AKA Club foot. Deformity involving internal ankle rotation. If untreated, patients would walk on their ankles and lateral foot surfaces.

Question 55

What ultimately happens to the AER?

Where do limb muscles originate from, again?

Answer 55

As limb maturation completes, it probably forms dermis & connective tissue distally.

Condensations of mesoderm from somites.

Question 56

Folic Acid Deficiency

What are the consequences?

What are some risk factors?

How much is recommended?

Answer 56

Folic Acid Deficiency

Needed for cell differentiation (single-carbon transfers). Deficiency during pregnancy will result in CNS malformations eg spina bifida and anencephaly.

Gluten-free diets (grains & legumes provide B-vitamins)

400mcg for women of childbearing age, 600mcg for pregnancy.

Question 57

Why is cod liver oil contraindicated in pregnant women?

Answer 57

Cod liver oil contains retinol (animal form of vitamin A), which is teratogenic*. Replace it with plant sources (beta-carotene)

*This seems controversial.

Question 58

What is the fetal-origins hypothesis of chronic disease risk?

Answer 58

Nutritional conditions in the womb can “program” the fetus in a way as to increase risk for certain chronic illnesses.

(google “thrifty phenotype”)

Question 59

Why is a modern, breastfed baby at potential risk of vitamin D deficiency?

How should vitamin D levels be tested?

Answer 59

Breastmilk does not contain adequate vitamin D. Modern babies are presumably slathered in sunblock which can stop vitamin D activation in the skin.

Test for 25-OH D₃ (calcifediol) in blood.

Question 60

What are the symptoms of essential fatty acid deficiency?

Answer 60

Compromised wound healing, slowed growth, and dry scaly skin, occurring after 2-10/10-20 days (infants/adults) without fat.

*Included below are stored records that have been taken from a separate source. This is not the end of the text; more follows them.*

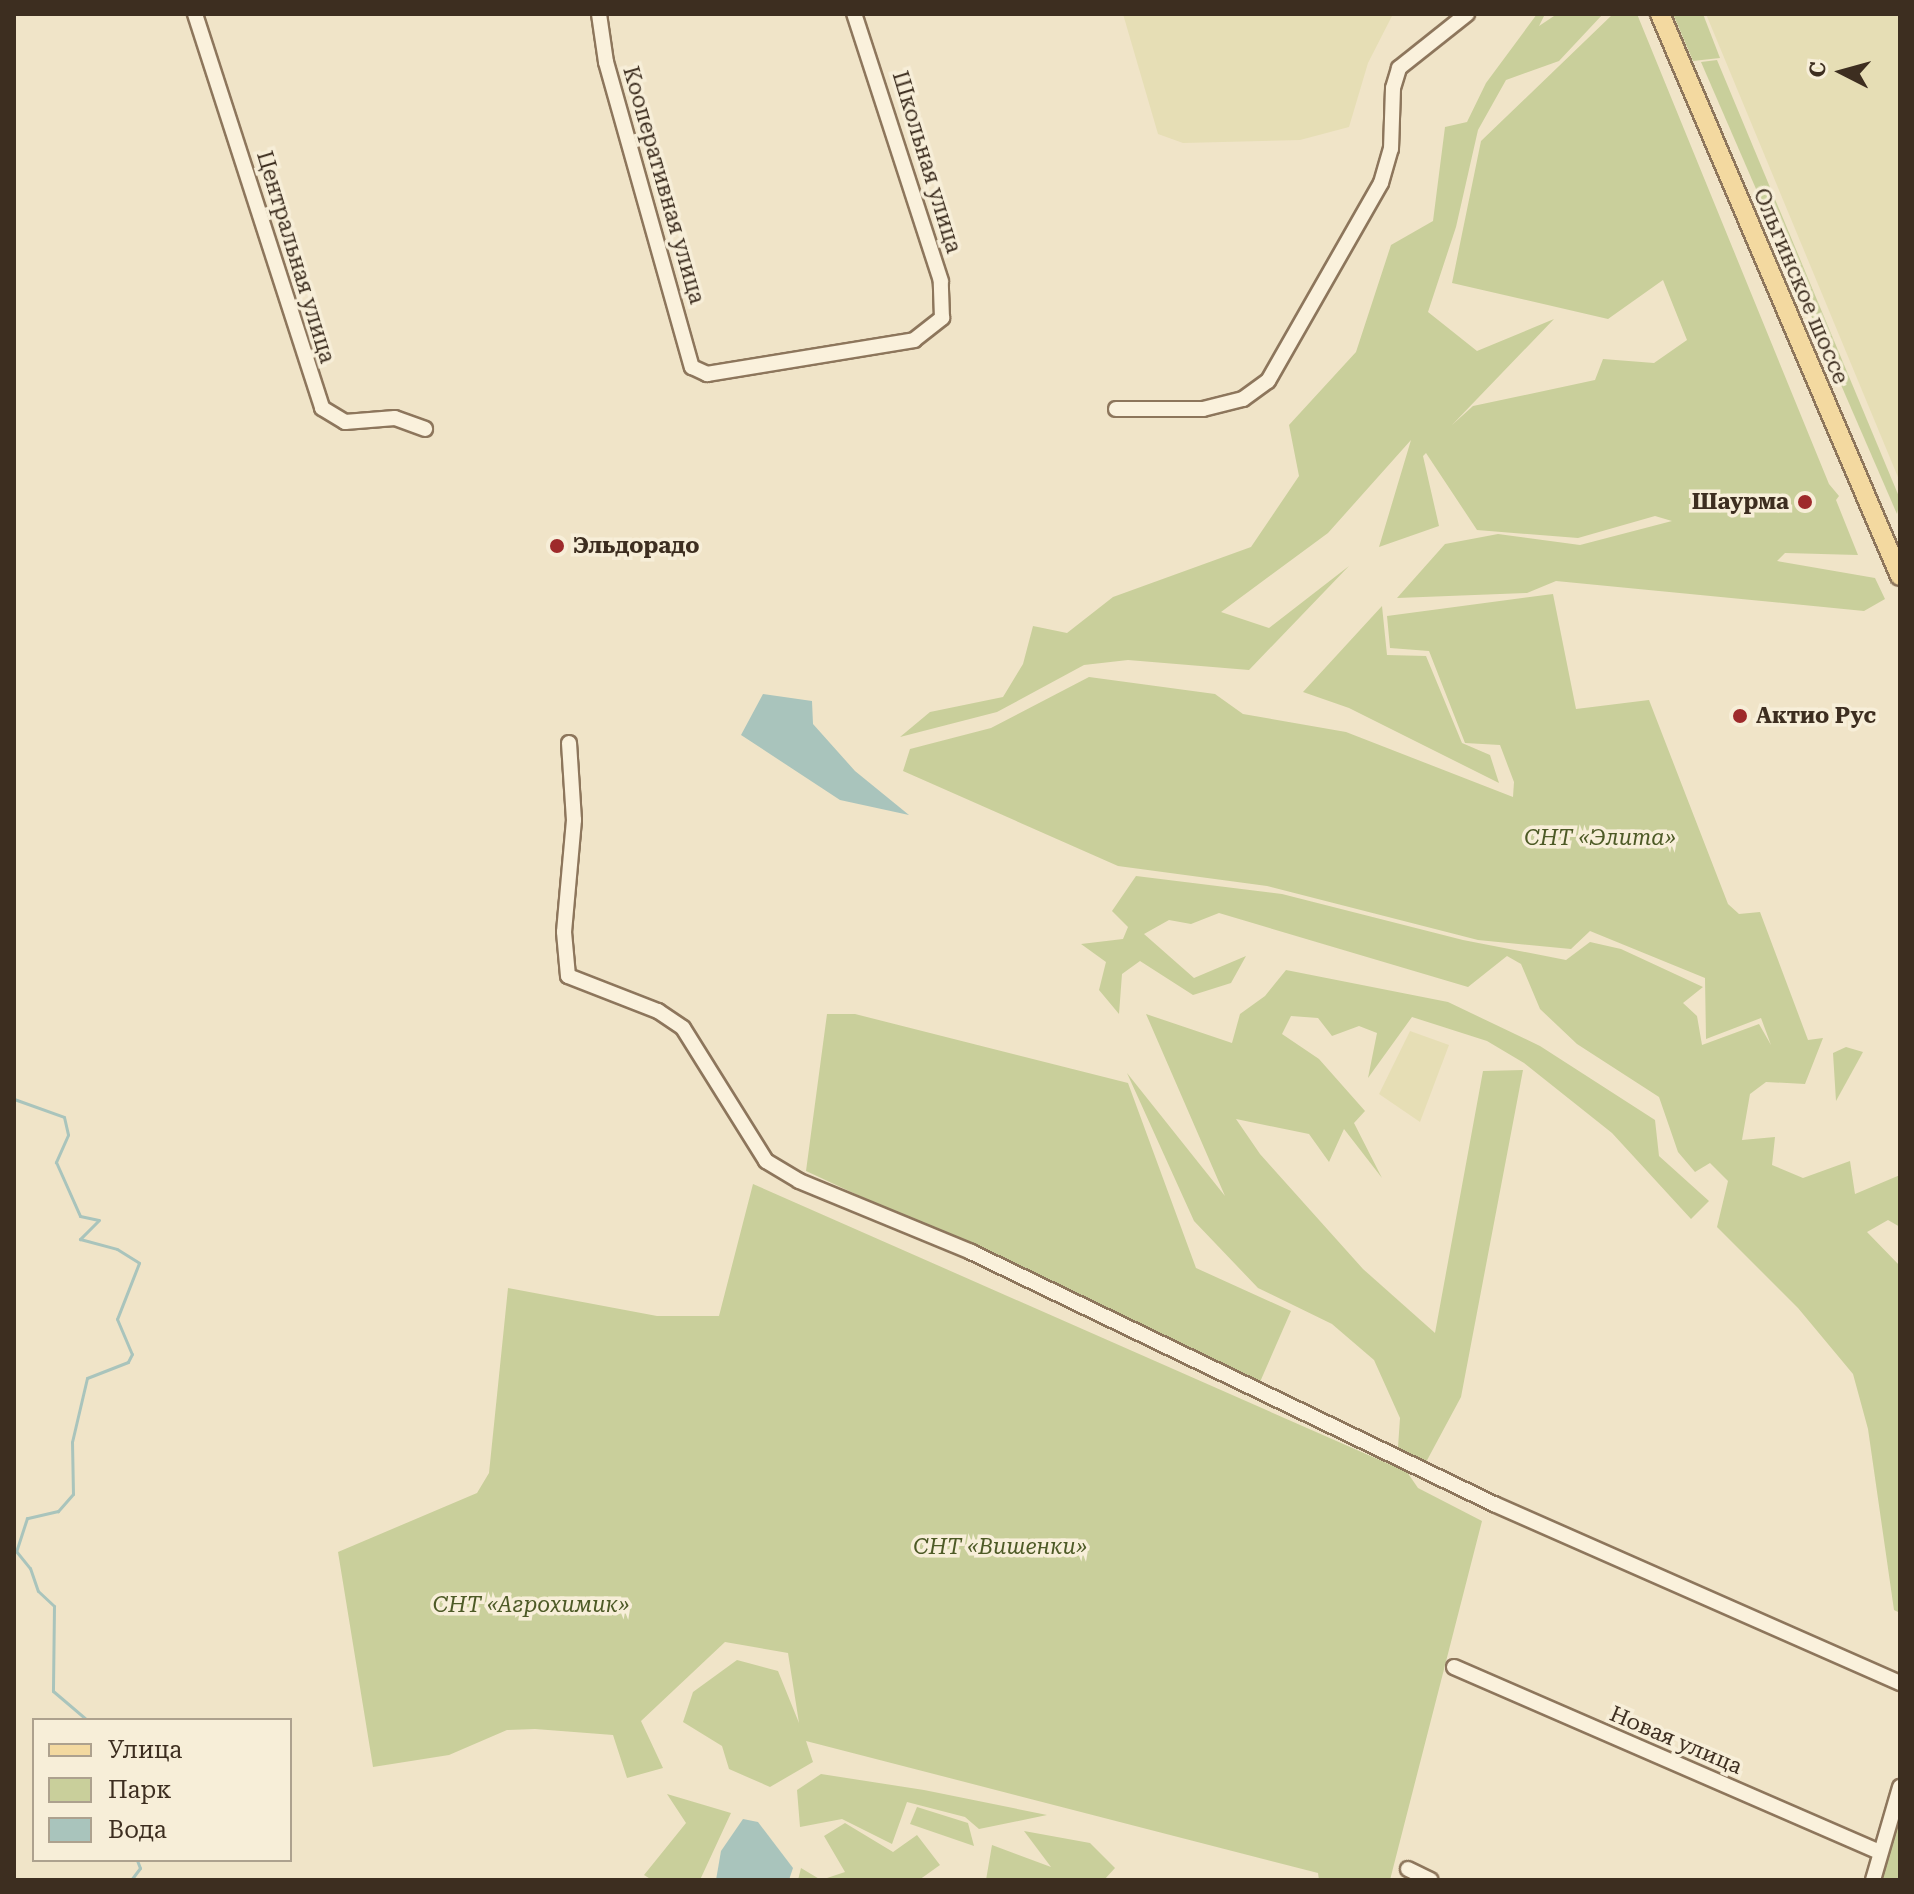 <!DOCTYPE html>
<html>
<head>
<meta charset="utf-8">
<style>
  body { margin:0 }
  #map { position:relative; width:1914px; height:1894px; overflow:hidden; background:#f0e4c8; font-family:"Roboto Serif",serif }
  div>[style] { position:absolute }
  .farmland>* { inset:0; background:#e6deb5 }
  .green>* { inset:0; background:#c9cf9b }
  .water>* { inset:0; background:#a9c4bc }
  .stream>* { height:3px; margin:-1.5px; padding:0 1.5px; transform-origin:1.5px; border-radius:1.5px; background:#a9c4bc }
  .roads { filter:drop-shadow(2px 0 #8d765c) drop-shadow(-2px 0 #8d765c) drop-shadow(0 2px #8d765c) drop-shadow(0 -2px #8d765c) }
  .minor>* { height:14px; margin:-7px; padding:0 7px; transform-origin:7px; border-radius:7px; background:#faf1dc }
  .major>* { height:18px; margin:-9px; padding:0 9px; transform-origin:9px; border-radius:9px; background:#f3d9a0 }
  .dots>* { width:22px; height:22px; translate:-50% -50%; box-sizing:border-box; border:4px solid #f7eed8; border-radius:50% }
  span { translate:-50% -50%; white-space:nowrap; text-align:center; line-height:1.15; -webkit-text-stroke:7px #f7eed8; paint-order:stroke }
  .street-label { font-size:22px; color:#3d2e20 }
  .poi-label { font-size:22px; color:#3d2e20; font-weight:700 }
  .right { translate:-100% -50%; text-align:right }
  .left { translate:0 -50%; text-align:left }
  .park-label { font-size:22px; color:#4d5a26; font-style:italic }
  .frame { position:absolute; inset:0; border:16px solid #3d2e20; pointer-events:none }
  .legend { position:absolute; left:32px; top:1718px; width:260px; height:144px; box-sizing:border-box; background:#f7eed8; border:2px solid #ada18e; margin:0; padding:10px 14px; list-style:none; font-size:24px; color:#3d2e20 }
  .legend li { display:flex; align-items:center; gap:16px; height:40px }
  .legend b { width:40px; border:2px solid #ada18e }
  .north { position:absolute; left:1802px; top:32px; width:80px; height:80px; -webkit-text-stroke:6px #f7eed8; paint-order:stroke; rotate:276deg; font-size:22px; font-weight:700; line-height:32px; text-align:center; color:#3d2e20 }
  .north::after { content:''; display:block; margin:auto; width:28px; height:36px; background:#3d2e20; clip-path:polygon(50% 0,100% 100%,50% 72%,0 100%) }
</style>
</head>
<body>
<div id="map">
  <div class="farmland">
    <i style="clip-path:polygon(1123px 14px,1393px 14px,1368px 63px,1349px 127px,1300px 140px,1183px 143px,1158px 134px)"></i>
    <i style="clip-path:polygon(1706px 14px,1900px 14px,1900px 482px)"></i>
    <i style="clip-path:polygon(1410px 1031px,1449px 1045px,1420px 1122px,1379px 1094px)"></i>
  </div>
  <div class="green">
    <i style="clip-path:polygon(1537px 14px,1545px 14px,1539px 26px,1557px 14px,1603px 14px,1559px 61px,1506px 80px,1478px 130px,1456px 227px,1428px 312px,1477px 351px,1554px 319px,1452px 425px,1473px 406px,1595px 380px,1603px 359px,1654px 363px,1687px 340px,1663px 280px,1608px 319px,1452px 283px,1481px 141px,1613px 14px,1637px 14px,1829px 484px,1839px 496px,1836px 500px,1858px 555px,1785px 553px,1777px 561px,1875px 578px,1885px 599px,1864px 611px,1556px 581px,1527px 593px,1397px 598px,1445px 544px,1498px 534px,1580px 545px,1672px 521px,1655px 516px,1578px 538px,1477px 530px,1426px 453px,1423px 456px,1439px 526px,1379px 547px,1411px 440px,1328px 533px,1221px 612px,1269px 628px,1349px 566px,1249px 670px,1128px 660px,1084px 665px,997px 712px,900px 737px,930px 712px,1003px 697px,1023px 664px,1033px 626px,1067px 633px,1113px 597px,1251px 547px,1299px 476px,1289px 425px,1356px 352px,1391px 245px,1433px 221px,1445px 127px,1467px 122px,1486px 83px)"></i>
    <i style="clip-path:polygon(1673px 14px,1703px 14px,1720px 58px,1693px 61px)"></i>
    <i style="clip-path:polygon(1717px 60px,1900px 499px,1897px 514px,1701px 62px)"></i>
    <i style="clip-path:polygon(1553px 594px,1576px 709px,1649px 700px,1728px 904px,1739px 914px,1760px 912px,1808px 1040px,1823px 1038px,1805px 1084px,1766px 1082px,1750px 1094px,1742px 1140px,1775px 1137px,1772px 1165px,1803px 1178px,1850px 1161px,1855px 1194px,1900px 1175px,1900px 1227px,1888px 1220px,1867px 1232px,1900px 1266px,1900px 1613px,1894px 1610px,1868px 1429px,1853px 1374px,1798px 1308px,1717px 1227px,1728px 1181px,1710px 1163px,1695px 1172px,1678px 1152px,1659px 1097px,1577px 1044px,1540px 1009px,1521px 964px,1507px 956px,1468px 987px,1219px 913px,1191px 924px,1169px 920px,1144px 934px,1194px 978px,1246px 956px,1231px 983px,1193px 995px,1140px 961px,1122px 974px,1119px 1014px,1099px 990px,1106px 962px,1081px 944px,1123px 939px,1128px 927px,1112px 911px,1136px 876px,1282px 894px,1463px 940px,1566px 960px,1590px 942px,1621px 949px,1703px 987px,1683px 1003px,1697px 1016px,1702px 1045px,1759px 1024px,1771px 1045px,1761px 1018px,1706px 1039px,1705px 978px,1590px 931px,1571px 949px,1478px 940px,1267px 886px,1118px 866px,903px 771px,910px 749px,991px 728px,1089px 677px,1215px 694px,1243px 714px,1346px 732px,1513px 797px,1514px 782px,1500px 745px,1465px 743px,1429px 651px,1390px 648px,1387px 616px)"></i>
    <i style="clip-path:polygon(1382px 606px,1387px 655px,1426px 656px,1462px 743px,1490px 755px,1499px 783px,1349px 708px,1303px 692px)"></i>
    <i style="clip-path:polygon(1286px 970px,1448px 1002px,1540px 1046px,1655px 1120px,1659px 1156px,1709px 1201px,1691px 1219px,1612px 1133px,1524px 1063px,1487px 1041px,1412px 1017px,1368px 1078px,1377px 1033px,1359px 1026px,1332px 1036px,1318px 1018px,1291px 1016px,1282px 1034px,1319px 1059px,1365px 1111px,1354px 1123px,1382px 1178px,1344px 1129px,1329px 1162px,1309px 1134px,1236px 1119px,1260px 1154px,1363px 1269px,1435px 1333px,1483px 1071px,1523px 1070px,1461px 1397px,1425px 1464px,1398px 1447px,1400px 1418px,1374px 1360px,1332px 1324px,1258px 1288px,1194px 1221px,1127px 1073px,1225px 1196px,1146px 1014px,1232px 1043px,1240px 1014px,1265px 996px)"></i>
    <i style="clip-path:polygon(827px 1014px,855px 1014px,1128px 1083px,1196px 1268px,1291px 1311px,1260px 1382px,806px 1171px)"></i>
    <i style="clip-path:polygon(1846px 1047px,1863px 1052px,1836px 1101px,1833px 1053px)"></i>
    <i style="clip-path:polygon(753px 1184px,1407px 1472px,1418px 1488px,1482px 1521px,1390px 1880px,1319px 1880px,1318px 1873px,806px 1741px,813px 1762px,770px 1787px,729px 1769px,722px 1746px,683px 1722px,693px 1692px,737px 1660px,778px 1671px,799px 1723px,788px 1653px,725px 1642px,641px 1721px,663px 1768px,627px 1778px,613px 1735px,535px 1729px,507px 1730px,449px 1755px,373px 1767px,338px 1552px,477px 1493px,489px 1473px,508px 1288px,657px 1316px,719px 1316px)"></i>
    <i style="clip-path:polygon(821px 1774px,924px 1790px,1047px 1815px,979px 1829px,965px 1817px,907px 1802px,892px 1844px,842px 1819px,800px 1827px,797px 1790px)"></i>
    <i style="clip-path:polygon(667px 1794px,731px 1813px,700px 1880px,652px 1880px,644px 1875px,686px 1823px)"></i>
    <i style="clip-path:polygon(1900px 1798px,1899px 1880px,1879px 1880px)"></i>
    <i style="clip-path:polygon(917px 1807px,968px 1823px,974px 1846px,910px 1824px)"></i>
    <i style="clip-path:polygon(845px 1823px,893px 1852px,917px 1835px,940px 1865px,919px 1880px,798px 1880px,801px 1868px,821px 1880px,845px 1872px,824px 1836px)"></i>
    <i style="clip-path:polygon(1024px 1831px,1090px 1843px,1115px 1868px,1104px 1880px,986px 1880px,992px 1845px,1051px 1867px)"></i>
  </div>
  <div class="water">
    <i style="clip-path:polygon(763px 694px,812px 701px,813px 724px,855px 771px,909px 815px,840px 800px,741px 735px)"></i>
    <i style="clip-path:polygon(743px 1819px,758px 1822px,793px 1868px,789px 1880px,716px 1880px,721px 1851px)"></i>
  </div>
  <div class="stream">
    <i style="left:14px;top:1021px;width:34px;rotate:90deg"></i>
    <i style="left:14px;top:1099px;width:53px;rotate:19.8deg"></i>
    <i style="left:64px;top:1117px;width:18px;rotate:77deg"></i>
    <i style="left:68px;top:1135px;width:30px;rotate:114deg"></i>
    <i style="left:56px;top:1162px;width:59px;rotate:66deg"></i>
    <i style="left:80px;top:1216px;width:19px;rotate:12deg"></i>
    <i style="left:99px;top:1220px;width:27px;rotate:135deg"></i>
    <i style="left:80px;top:1239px;width:38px;rotate:15deg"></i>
    <i style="left:117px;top:1249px;width:26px;rotate:32deg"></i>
    <i style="left:139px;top:1263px;width:60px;rotate:111.4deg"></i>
    <i style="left:117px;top:1319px;width:38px;rotate:67deg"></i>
    <i style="left:132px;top:1354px;width:9px;rotate:117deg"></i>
    <i style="left:128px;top:1362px;width:44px;rotate:158.7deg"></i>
    <i style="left:87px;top:1378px;width:66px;rotate:103.2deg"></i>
    <i style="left:72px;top:1442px;width:52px;rotate:88.9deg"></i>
    <i style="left:73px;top:1494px;width:23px;rotate:131deg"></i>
    <i style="left:58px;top:1511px;width:32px;rotate:167deg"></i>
    <i style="left:27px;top:1518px;width:35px;rotate:108deg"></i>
    <i style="left:16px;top:1551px;width:22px;rotate:51deg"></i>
    <i style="left:30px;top:1568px;width:24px;rotate:71deg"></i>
    <i style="left:38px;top:1591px;width:22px;rotate:43deg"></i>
    <i style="left:54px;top:1606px;width:85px;rotate:90.7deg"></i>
    <i style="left:53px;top:1691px;width:45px;rotate:40.5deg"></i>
    <i style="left:131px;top:1880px;width:15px;rotate:-53deg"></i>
    <i style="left:140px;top:1868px;width:9px;rotate:-111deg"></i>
  </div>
  <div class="roads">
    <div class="minor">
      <i style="left:195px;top:14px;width:414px;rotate:72.1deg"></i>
      <i style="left:322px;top:408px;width:27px;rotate:31deg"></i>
      <i style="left:345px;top:422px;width:50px;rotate:-4.6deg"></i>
      <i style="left:395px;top:418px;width:32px;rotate:20deg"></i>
      <i style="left:599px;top:14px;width:49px;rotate:81.7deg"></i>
      <i style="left:606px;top:62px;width:317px;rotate:74.3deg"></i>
      <i style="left:692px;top:367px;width:17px;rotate:25deg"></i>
      <i style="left:707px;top:374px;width:210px;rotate:-9.3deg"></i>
      <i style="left:914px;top:340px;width:36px;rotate:-38deg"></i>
      <i style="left:942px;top:318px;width:37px;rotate:-92deg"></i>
      <i style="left:941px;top:281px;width:281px;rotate:-108deg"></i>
      <i style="left:1116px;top:409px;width:87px"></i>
      <i style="left:1203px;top:409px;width:41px;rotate:-14deg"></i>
      <i style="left:1243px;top:399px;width:31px;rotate:-36deg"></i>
      <i style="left:1268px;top:381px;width:228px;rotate:-60.3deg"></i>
      <i style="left:1381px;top:183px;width:35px;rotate:-74deg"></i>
      <i style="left:1391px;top:149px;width:61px;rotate:-88.1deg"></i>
      <i style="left:1393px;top:88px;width:21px;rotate:-73deg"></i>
      <i style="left:1399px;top:68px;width:87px;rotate:-38.5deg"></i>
      <i style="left:569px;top:743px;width:77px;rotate:86.3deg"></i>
      <i style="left:574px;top:820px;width:112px;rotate:95.1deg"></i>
      <i style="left:564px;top:932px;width:44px;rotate:84.8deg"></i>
      <i style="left:568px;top:976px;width:97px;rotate:21.3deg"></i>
      <i style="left:658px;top:1011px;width:30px;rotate:34deg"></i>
      <i style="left:683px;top:1028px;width:157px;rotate:58deg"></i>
      <i style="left:766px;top:1161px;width:39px;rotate:31deg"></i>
      <i style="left:799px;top:1181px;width:186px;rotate:22.4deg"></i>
      <i style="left:971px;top:1252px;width:581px;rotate:25.73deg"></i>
      <i style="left:1494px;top:1504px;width:444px;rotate:23.8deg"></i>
      <i style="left:1454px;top:1667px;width:464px;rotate:23.5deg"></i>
      <i style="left:1408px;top:1869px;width:25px;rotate:26deg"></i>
      <i style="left:1873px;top:1880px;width:97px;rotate:-73.8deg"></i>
    </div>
    <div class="major">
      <i style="left:1660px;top:14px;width:611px;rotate:66.88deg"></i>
    </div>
  </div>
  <div class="dots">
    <i style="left:1805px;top:502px;background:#9e2a2b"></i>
    <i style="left:557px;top:546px;background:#9e2a2b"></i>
    <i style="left:1740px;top:716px;background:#9e2a2b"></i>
  </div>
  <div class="street-label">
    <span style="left:927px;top:162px;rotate:73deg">Школьная улица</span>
    <span style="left:664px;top:185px;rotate:74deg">Кооперативная улица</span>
    <span style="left:296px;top:257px;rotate:73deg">Центральная улица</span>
    <span style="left:1801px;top:286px;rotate:67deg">Ольгинское шоссе</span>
    <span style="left:1676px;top:1740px;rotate:23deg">Новая улица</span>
  </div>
  <div class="poi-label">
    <span class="right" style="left:1789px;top:502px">Шаурма</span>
    <span class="left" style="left:573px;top:546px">Эльдорадо</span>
    <span class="left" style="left:1756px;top:716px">Актио Рус</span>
  </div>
  <div class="park-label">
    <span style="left:1600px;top:838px">СНТ «Элита»</span>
    <span style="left:1000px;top:1547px">СНТ «Вишенки»</span>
    <span style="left:531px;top:1605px">СНТ «Агрохимик»</span>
  </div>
  <div class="frame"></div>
  <ul class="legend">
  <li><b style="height:10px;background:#f3d9a0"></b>Улица</li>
  <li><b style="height:22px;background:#c9cf9b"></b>Парк</li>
  <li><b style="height:22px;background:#a9c4bc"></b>Вода</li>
  </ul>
  <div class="north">С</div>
</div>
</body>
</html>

Humans require >3% fat-derived calories.

Question 61

What are some risk factors involved in calcium deficiency?

Answer 61

Being african american or hispanic.

Avoidance of dairy products.

High grain/iron diets.

Being a teenager, apparently.

Question 62

definitions:

1. DRI
2. EAR
3. RDA
4. AI
5. UL

Answer 62

1. Dietary reference intake
2. Estimated Average Requirement - average nutrient intake estimated to meet requirements of 50% of healthy individuals in a group
3. Recommended dietary allowances - average nutrient intake estimated to meet reuqirements of nearly all (97-98%) healthy individuals in a group
4. Adequate intake - mean intake needed to cover all healthy individuals in a group
5. Tolerable upper intake level - highest level to pose no risk of adverse health effects in all individuals

Question 63

Recall 3 different types of joints.

Answer 63

Fibrous (eg lumbosacral)

Cartilaginous (eg IV discs)

Synovial (eg elbow)

Question 64

What factors specify for joint development? How is this accomplished?

Answer 64

The space between bones is rich in Wnt9a and Noggin, which inhibit BMPs.

Question 65

What is the consequence of a joint is not allowed to move during prenatal development?

Answer 65

A normal joint will not form; the joint becomes immobile/fixed.

Question 66

What is the interzone? Is it present in every immature joint?

Answer 66

Interzone is an area between the cartilage caps of bones, in which Wnt9a is expressed. Some joints (eg interphalangeals) do not feature interzones.